**Task:** Go through the material and pull out every line with the string "Sort" in it.

**Source records:**

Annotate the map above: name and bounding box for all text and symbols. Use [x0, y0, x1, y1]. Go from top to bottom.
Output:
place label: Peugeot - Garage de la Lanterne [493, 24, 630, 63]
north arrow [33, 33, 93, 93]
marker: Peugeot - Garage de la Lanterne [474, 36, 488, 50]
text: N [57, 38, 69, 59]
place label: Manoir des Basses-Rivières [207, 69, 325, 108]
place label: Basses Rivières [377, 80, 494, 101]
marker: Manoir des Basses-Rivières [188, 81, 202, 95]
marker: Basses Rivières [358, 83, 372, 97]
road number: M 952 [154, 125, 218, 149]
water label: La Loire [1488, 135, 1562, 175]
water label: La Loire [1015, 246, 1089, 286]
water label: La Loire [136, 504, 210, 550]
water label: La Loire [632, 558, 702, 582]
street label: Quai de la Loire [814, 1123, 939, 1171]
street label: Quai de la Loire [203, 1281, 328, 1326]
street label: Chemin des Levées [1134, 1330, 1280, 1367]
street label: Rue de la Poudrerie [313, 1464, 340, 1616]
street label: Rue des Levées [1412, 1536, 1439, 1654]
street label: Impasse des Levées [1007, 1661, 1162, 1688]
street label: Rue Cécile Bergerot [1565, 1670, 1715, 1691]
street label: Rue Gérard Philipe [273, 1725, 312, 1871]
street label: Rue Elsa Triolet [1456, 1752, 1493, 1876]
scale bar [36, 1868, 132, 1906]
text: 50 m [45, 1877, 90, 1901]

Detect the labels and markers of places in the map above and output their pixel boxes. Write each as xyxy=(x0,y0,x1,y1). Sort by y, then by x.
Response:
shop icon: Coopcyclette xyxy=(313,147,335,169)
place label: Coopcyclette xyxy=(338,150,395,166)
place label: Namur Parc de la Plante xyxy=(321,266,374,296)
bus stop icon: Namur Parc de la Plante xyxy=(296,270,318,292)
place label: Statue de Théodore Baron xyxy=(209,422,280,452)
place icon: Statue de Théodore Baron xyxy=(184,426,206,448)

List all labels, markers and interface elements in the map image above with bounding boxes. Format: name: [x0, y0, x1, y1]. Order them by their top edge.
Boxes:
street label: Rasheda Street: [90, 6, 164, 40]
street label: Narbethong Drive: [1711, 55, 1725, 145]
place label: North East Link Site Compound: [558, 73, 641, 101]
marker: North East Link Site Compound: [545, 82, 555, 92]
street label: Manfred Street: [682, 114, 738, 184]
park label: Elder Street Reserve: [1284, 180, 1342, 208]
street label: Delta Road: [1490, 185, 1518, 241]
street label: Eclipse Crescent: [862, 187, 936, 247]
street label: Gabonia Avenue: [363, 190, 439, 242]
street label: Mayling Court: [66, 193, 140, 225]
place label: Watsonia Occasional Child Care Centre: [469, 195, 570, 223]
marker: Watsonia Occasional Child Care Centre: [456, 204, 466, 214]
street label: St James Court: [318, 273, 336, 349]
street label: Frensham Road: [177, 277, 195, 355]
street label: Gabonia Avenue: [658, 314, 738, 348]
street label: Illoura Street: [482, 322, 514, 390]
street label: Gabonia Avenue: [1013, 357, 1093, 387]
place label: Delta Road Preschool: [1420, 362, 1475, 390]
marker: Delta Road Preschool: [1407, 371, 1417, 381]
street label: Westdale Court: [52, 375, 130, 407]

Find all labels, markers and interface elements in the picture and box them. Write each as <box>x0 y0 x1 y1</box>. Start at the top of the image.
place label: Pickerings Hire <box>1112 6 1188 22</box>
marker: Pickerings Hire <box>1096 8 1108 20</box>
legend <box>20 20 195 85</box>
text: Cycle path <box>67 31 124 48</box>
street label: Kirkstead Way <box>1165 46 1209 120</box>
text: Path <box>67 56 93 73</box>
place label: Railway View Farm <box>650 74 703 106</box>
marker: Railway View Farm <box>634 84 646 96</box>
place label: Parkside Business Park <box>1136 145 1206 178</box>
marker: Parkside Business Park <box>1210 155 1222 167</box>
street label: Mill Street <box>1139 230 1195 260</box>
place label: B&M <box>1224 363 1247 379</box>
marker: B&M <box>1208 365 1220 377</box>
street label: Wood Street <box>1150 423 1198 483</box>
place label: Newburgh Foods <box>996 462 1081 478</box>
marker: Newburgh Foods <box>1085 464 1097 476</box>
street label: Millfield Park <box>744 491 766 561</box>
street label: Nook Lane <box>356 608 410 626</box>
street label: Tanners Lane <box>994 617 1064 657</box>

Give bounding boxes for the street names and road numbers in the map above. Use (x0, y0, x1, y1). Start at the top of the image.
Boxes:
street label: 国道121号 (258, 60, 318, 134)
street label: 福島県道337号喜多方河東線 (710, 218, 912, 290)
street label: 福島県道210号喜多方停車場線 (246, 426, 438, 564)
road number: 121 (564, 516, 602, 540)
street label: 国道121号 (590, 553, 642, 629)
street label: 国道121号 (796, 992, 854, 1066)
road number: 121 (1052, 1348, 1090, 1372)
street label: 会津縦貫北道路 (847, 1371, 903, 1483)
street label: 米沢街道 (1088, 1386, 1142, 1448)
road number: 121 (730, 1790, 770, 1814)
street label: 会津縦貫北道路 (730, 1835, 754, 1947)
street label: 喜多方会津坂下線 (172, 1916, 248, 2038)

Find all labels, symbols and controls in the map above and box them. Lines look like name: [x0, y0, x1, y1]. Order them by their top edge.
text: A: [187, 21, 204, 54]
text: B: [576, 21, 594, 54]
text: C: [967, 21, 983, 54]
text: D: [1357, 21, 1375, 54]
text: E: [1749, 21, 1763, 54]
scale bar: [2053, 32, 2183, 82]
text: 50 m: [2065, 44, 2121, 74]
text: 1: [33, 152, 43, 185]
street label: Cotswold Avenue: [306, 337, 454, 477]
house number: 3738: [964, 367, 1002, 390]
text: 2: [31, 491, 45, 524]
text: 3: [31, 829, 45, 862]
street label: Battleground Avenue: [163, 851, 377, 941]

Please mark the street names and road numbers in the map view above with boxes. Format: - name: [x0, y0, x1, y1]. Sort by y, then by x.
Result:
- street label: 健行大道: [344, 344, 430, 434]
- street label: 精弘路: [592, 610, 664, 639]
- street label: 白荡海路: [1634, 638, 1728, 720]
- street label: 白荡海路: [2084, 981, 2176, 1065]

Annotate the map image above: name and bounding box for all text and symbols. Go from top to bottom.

**Output for this task:**
Detect the labels and markers of places in the map above and output their pixel boxes. Write each as xyxy=(x0,y0,x1,y1). Sort by y, then by x.
Please mark the street names and road numbers in the map view above with boxes. Format: - name: [x0, y0, x1, y1]. Sort by y, then by x.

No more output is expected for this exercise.